Laos is notorious for its laid back lifestyle, but there is no place where a traveler can savor this renowned laid-backness better than Si Phan Don. In the language of Lao people, Si Phan Don means 4,000 Islands (Four Thousand Islands) and there is a very good reason for the name. This 50 kilometre long stretch of the Mekong River in southern Laos, just north of the Cambodian border spreads to create the river’s widest point where in rainy season it reaches the width of 14 kilometres. During the dry season, however, when the 4350 kilometres long Mekong recedes, thousands of islets get revealed giving the area its name of Four Thousand Islands.
While smaller islets of Si Phan Don disappear with each monsoon season, several of the larger islands are permanently above the Mekong’s surface with a few of them inhabited year round. The inhabitants of Si Phan Don are the river people – the families of boatmen and fishermen who learned how to be vastly self sustainable by utilizing the small landmass provided by the island and the abundant wildlife of the river.
When talking about islands, most people visualize turquoise waters of a sea with waves crushing against the rocky coast while bikini clad hotties straddle down the sandy beach and kids snorkel in the clear water. Four Thousand Islands is nothing like that, yet the area keeps attracting thousands upon thousands of visitors every year. So if it’s not sandy beaches and the thrill of throwing oneself against rolling waves that makes people want to come to Si Phan Don, then what is it? It’s the tranquil, laid back lifestyle I had mentioned before everything else. And this is also what attracted me to Si Phan Don.
As a permanent traveler, it’s always nice to come somewhere where I can kick back and recharge before I hit the road again. And… Si Phan Don delivered. The life on Four Thousand Islands is as slow paced as they say and people as friendly as they get. You rent a bicycle and they don’t even give you a lock or ask for a passport as collateral because nothing of larger size can be moved out of the island without someone noticing.
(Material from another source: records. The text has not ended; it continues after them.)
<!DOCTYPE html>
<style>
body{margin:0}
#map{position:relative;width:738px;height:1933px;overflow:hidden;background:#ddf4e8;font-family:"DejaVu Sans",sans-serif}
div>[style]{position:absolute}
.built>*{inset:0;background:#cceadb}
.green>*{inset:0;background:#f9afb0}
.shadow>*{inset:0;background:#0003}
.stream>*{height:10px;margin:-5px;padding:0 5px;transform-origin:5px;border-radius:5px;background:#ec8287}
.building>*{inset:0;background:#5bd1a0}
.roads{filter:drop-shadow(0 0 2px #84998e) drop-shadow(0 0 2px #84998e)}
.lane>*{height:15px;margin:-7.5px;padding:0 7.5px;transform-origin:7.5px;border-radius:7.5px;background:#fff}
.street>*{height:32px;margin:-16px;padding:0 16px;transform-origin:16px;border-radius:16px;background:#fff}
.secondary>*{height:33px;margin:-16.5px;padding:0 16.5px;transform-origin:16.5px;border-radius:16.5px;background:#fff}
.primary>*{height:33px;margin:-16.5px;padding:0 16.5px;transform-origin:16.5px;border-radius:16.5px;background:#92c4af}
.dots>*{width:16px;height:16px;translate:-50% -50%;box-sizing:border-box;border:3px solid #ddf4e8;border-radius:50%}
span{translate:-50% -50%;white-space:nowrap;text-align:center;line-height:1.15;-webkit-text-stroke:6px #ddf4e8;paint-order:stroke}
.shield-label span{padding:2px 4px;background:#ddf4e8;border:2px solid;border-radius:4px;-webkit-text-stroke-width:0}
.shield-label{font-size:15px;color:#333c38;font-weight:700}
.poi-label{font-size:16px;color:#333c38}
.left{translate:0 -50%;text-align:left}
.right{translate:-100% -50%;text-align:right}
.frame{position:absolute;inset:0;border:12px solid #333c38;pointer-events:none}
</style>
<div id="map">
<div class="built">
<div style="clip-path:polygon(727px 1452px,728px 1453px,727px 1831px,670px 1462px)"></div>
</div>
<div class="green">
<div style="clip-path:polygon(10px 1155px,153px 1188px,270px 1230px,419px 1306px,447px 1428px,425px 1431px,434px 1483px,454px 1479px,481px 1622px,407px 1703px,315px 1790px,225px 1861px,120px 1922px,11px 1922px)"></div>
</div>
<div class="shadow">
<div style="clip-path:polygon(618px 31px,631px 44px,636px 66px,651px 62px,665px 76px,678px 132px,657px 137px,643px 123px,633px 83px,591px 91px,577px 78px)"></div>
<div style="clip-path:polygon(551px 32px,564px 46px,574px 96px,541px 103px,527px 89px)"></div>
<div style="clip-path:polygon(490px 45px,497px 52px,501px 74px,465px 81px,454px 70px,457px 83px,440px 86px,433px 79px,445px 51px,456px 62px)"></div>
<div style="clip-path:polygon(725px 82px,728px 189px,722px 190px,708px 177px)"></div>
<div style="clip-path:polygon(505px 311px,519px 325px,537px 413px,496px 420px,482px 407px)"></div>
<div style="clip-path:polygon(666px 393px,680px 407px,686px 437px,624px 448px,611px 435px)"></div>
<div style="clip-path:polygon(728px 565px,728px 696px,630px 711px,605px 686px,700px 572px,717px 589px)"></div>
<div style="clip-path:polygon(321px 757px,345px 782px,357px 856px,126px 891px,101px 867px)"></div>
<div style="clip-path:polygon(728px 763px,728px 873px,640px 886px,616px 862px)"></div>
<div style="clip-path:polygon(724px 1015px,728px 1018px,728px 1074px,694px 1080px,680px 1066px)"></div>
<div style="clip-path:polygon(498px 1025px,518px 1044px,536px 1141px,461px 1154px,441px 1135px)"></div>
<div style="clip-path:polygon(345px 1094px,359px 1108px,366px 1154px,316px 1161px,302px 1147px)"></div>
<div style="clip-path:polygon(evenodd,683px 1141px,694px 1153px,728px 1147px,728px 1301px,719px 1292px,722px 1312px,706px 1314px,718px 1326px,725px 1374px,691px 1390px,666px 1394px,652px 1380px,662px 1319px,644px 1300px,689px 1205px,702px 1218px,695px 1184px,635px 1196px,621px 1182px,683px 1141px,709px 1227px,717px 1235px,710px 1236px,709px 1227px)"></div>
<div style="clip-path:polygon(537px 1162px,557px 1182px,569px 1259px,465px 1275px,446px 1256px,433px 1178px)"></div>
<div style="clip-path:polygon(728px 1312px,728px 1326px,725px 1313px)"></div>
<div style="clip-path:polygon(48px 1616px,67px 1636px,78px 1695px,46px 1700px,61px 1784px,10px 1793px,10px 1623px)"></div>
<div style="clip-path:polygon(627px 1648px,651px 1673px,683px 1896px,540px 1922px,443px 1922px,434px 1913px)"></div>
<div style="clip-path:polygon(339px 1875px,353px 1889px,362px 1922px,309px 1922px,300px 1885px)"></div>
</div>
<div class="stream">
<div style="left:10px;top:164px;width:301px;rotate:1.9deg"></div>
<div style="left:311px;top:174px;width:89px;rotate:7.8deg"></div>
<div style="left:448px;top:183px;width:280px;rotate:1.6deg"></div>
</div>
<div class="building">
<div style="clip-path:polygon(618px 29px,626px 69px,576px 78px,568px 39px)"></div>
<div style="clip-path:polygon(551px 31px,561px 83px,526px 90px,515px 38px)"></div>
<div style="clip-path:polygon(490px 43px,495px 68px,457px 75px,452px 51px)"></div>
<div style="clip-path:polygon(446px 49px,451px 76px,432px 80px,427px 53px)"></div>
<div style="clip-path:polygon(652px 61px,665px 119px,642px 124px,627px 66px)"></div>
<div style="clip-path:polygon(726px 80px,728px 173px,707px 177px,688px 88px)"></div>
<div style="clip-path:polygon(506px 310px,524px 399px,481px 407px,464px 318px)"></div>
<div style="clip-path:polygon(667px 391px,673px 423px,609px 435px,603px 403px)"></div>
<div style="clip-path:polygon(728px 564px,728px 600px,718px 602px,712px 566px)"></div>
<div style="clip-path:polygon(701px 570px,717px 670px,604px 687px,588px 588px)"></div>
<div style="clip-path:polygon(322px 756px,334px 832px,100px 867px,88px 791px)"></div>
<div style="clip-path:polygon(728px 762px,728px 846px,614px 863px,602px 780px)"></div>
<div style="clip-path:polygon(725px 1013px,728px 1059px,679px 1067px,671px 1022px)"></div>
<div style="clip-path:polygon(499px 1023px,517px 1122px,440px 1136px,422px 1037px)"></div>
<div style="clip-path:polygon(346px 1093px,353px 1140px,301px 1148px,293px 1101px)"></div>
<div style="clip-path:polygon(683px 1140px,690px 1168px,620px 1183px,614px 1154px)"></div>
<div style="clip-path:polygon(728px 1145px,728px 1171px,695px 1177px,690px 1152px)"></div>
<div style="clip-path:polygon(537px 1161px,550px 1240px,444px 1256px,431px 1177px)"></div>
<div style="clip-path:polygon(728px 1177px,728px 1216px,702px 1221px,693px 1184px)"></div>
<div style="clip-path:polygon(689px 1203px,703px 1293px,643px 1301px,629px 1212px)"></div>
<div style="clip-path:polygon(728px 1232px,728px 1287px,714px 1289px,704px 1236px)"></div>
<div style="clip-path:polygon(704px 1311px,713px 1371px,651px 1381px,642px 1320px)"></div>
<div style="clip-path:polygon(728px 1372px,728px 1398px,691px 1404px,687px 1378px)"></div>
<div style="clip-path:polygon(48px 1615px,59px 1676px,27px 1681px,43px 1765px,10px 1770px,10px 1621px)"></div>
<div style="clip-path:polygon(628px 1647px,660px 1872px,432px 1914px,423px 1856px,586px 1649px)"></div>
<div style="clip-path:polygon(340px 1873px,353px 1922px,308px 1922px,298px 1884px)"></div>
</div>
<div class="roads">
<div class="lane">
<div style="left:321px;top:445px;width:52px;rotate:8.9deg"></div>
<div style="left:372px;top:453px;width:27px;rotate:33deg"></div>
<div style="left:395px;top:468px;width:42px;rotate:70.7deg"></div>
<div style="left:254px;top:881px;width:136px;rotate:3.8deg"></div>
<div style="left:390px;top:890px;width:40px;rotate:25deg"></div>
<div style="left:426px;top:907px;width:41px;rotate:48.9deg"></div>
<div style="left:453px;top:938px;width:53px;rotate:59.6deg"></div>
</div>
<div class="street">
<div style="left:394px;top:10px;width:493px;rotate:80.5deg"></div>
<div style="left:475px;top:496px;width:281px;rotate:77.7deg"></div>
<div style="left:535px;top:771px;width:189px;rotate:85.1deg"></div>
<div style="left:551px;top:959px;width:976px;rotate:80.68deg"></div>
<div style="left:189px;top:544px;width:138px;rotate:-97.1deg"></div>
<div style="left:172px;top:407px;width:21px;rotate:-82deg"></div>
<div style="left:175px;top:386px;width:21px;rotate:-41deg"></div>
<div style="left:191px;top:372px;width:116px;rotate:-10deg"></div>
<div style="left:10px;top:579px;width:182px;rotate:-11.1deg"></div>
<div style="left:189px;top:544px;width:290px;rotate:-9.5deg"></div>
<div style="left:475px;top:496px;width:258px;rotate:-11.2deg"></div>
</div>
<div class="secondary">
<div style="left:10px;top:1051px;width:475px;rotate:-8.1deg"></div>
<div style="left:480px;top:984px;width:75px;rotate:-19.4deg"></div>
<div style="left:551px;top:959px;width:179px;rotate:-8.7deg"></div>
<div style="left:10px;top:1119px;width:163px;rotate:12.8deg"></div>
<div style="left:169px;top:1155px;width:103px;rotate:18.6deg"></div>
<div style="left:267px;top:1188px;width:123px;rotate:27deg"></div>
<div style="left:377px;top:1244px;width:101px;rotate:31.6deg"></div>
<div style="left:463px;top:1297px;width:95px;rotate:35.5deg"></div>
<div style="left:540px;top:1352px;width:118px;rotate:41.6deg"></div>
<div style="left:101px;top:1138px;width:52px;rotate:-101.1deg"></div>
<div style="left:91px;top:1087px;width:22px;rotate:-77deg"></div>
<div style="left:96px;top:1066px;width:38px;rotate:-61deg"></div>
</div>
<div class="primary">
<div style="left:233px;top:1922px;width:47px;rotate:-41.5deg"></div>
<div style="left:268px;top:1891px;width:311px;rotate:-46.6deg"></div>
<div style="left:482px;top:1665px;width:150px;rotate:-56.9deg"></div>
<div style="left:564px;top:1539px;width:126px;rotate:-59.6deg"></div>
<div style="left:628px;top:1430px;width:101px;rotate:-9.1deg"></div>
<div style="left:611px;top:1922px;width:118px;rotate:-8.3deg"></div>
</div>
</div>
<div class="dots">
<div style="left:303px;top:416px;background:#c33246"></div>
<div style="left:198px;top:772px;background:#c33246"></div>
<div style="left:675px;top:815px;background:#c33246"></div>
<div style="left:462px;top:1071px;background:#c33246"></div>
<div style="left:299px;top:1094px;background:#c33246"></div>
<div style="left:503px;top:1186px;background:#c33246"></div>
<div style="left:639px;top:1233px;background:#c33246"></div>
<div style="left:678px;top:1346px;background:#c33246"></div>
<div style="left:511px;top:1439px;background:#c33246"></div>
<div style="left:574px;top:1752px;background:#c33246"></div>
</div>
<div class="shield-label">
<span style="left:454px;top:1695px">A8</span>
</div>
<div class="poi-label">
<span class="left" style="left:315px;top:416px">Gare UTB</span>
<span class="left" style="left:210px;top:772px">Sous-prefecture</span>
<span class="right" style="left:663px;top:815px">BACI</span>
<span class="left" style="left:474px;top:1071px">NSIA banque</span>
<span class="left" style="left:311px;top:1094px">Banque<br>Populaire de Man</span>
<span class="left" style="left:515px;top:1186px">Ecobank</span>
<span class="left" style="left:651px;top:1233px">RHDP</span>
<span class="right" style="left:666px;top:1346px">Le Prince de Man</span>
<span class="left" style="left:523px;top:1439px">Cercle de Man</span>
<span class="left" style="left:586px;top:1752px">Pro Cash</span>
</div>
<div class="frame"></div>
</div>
Tourism on Four Thousand Islands
Si Phan Don is changing. It is still one of the most laid back places a traveler can visit, but mass tourism is taking its inevitable toll. Boats now peddle (figuratively, not literally) between the islands and the mainland more often than they used to because islands can no longer provide enough food to feed all those tourists who head that way every day. Electricity is becoming more common and so is the internet (albeit… the latter is still extremely pricey).
Tourism has also inadvertedly changed the lives of the villagers on Si Phan Don who have transformed their lifestyles to focus on reaping the benefits of this lucrative industry. Former fishermen now run guesthouses and restaurants the per capita density of which is staggering. Number of boats standing by to transport foreigners between the islands and the mainland keeps growing while number of boats still fishing – actually, I have no stats for that so I can’t say for sure. Oops 🙂
Which Island to Stay On?
Since Si Phan Don literally translates into Four Thousand Islands, it is expected that Don means Island in Lao. Three of the larger islands with tourist facilities are Don Khong, Don Det and Don Khon. All three are equally tranquil, offering an escape from hustle and bustle but each caters to different crowd.
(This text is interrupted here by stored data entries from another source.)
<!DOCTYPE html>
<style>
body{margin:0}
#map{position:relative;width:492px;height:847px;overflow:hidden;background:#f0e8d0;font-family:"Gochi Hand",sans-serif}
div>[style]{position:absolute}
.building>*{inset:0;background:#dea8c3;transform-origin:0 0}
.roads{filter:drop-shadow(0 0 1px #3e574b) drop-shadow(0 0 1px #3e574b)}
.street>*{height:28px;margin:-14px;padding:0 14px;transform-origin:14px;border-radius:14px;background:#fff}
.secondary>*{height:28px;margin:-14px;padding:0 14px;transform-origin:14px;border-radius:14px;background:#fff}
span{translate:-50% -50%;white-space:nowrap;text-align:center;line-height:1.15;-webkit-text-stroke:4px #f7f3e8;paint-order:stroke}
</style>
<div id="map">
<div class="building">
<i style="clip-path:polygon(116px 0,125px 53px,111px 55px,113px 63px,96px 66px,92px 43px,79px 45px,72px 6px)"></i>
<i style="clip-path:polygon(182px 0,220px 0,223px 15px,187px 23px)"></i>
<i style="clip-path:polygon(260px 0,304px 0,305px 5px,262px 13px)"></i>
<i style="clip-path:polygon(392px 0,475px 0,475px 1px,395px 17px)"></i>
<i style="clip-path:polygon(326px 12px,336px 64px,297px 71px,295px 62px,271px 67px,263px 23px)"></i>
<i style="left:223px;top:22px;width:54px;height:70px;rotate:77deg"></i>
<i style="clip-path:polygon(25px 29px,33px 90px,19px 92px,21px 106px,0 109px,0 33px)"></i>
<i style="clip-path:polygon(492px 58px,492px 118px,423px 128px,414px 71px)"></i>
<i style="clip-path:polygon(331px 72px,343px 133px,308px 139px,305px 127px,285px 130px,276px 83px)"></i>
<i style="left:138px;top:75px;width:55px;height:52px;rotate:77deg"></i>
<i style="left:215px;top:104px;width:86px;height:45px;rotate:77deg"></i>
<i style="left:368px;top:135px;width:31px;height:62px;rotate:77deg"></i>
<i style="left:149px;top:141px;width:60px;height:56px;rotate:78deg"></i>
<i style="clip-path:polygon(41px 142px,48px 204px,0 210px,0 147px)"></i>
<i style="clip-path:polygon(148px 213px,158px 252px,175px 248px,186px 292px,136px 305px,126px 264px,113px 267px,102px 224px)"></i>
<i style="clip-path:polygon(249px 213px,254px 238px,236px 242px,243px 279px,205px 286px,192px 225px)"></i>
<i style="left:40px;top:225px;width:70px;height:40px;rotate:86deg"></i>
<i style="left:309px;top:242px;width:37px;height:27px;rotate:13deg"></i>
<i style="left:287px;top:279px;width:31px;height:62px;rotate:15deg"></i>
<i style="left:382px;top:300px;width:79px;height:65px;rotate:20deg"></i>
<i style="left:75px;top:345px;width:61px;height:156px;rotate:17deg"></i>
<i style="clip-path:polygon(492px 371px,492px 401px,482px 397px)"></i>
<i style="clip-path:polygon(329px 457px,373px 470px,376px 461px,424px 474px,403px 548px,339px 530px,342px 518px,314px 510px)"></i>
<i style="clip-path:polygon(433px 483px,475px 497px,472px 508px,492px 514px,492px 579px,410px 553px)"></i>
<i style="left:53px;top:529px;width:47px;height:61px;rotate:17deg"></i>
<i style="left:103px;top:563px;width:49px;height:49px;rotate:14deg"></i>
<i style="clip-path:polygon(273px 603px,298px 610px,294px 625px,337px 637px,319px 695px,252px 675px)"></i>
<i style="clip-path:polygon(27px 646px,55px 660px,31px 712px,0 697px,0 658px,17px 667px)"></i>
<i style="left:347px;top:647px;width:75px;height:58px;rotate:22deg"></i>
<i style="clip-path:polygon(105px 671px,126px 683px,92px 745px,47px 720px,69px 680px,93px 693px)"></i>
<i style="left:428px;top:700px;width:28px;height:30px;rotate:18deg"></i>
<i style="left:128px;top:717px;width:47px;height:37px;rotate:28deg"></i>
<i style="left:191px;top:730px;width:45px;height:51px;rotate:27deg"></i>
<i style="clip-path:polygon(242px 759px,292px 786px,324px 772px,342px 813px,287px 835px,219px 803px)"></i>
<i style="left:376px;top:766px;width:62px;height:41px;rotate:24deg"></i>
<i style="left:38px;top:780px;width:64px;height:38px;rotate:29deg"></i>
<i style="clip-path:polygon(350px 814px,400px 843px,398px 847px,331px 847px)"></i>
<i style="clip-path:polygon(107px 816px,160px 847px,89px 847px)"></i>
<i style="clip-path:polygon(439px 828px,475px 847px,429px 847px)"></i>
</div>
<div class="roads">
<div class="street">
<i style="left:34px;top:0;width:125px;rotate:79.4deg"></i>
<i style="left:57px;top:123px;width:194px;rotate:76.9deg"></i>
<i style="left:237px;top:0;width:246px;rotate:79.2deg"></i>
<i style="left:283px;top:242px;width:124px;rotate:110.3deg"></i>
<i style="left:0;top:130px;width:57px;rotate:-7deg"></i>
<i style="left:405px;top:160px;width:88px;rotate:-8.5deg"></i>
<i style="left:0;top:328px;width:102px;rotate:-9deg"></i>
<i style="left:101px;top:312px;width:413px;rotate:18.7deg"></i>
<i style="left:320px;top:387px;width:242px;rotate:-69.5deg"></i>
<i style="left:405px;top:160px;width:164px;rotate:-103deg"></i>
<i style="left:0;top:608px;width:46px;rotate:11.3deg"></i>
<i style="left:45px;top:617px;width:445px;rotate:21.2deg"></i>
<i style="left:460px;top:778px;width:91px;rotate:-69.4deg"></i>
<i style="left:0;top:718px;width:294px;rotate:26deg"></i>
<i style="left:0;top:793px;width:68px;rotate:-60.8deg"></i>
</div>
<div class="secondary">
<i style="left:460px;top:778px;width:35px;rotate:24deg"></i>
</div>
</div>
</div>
I ended up staying on Don Det, which is a party island catering to younger crowd with backpacker style accommodation. Since Don Khon is connected to Don Det by a bridge, it is possible to easily explore it while still staying in a lower grade, but cheaper guesthouse on Don Det. There are two waterfalls on Don Khon and they are the primary reason why you want to explore that island. One of the waterfalls is said to be the largest waterfall in SE Asia as far as the volume of water is involved (in rainy season, I guess).
Don Khon would be a good option if you desire better quality accommodation (and are fine paying adequate price for it) but want to be able to socialize with other travelers. Since you don’t need to jump on a boat to get on or back from Don Det, socializing is just a short bike ride away, yet you get to sleep in a decent room, far away from the crowds of Don Det.
Don Khong is the largest of the Si Phan Don islands but since it has nothing other than the same tranquility you can find on Don Khon to offer, I have never paid it a visit. With its higher quality lodging, Don Khong primarily attracts families and travelers who are not on a budget. It’s a good place if you want to chill and do a big load of nothing on top of it. It wouldn’t be a good place if you get easily bored.
Don Det of the Four Thousand Islands was the first and the last place in Laos where it was possible to be on the cheap (except from the internet, which is some of the most expsnive in the world). After I had left Si Phan Don, things got pretty pricey (by South East Asian standards). I never would have thought that traveling through Laos was gonna be more expensive than traveling through Cambodia, Vietnam, Thailand, Indonesia or China. For a backpacker, any way you spin it, Four Thousand Islands is a good place to hang out on for a while.